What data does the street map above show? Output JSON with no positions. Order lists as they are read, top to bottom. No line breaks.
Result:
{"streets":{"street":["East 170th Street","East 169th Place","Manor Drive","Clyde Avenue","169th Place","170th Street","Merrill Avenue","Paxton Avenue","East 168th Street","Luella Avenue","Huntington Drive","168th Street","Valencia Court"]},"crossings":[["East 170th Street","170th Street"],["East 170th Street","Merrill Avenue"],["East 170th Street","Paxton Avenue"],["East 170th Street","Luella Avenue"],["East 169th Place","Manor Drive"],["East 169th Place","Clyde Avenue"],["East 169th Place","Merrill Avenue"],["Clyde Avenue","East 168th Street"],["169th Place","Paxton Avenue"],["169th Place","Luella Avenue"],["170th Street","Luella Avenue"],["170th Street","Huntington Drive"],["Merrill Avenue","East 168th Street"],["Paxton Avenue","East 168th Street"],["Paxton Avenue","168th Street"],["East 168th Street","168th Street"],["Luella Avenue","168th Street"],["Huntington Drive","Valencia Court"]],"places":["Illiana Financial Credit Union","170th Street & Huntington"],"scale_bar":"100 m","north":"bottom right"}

----------

◆ ASSIGNED TASK: Please copy out every line shown above, exactly.

◆ RESPONSE TO THE EXERCISE:
What data does the street map above show? Output JSON with no positions. Order lists as they are read, top to bottom. No line breaks.
Result:
{"streets":{"street":["East 170th Street","East 169th Place","Manor Drive","Clyde Avenue","169th Place","170th Street","Merrill Avenue","Paxton Avenue","East 168th Street","Luella Avenue","Huntington Drive","168th Street","Valencia Court"]},"crossings":[["East 170th Street","170th Street"],["East 170th Street","Merrill Avenue"],["East 170th Street","Paxton Avenue"],["East 170th Street","Luella Avenue"],["East 169th Place","Manor Drive"],["East 169th Place","Clyde Avenue"],["East 169th Place","Merrill Avenue"],["Clyde Avenue","East 168th Street"],["169th Place","Paxton Avenue"],["169th Place","Luella Avenue"],["170th Street","Luella Avenue"],["170th Street","Huntington Drive"],["Merrill Avenue","East 168th Street"],["Paxton Avenue","East 168th Street"],["Paxton Avenue","168th Street"],["East 168th Street","168th Street"],["Luella Avenue","168th Street"],["Huntington Drive","Valencia Court"]],"places":["Illiana Financial Credit Union","170th Street & Huntington"],"scale_bar":"100 m","north":"bottom right"}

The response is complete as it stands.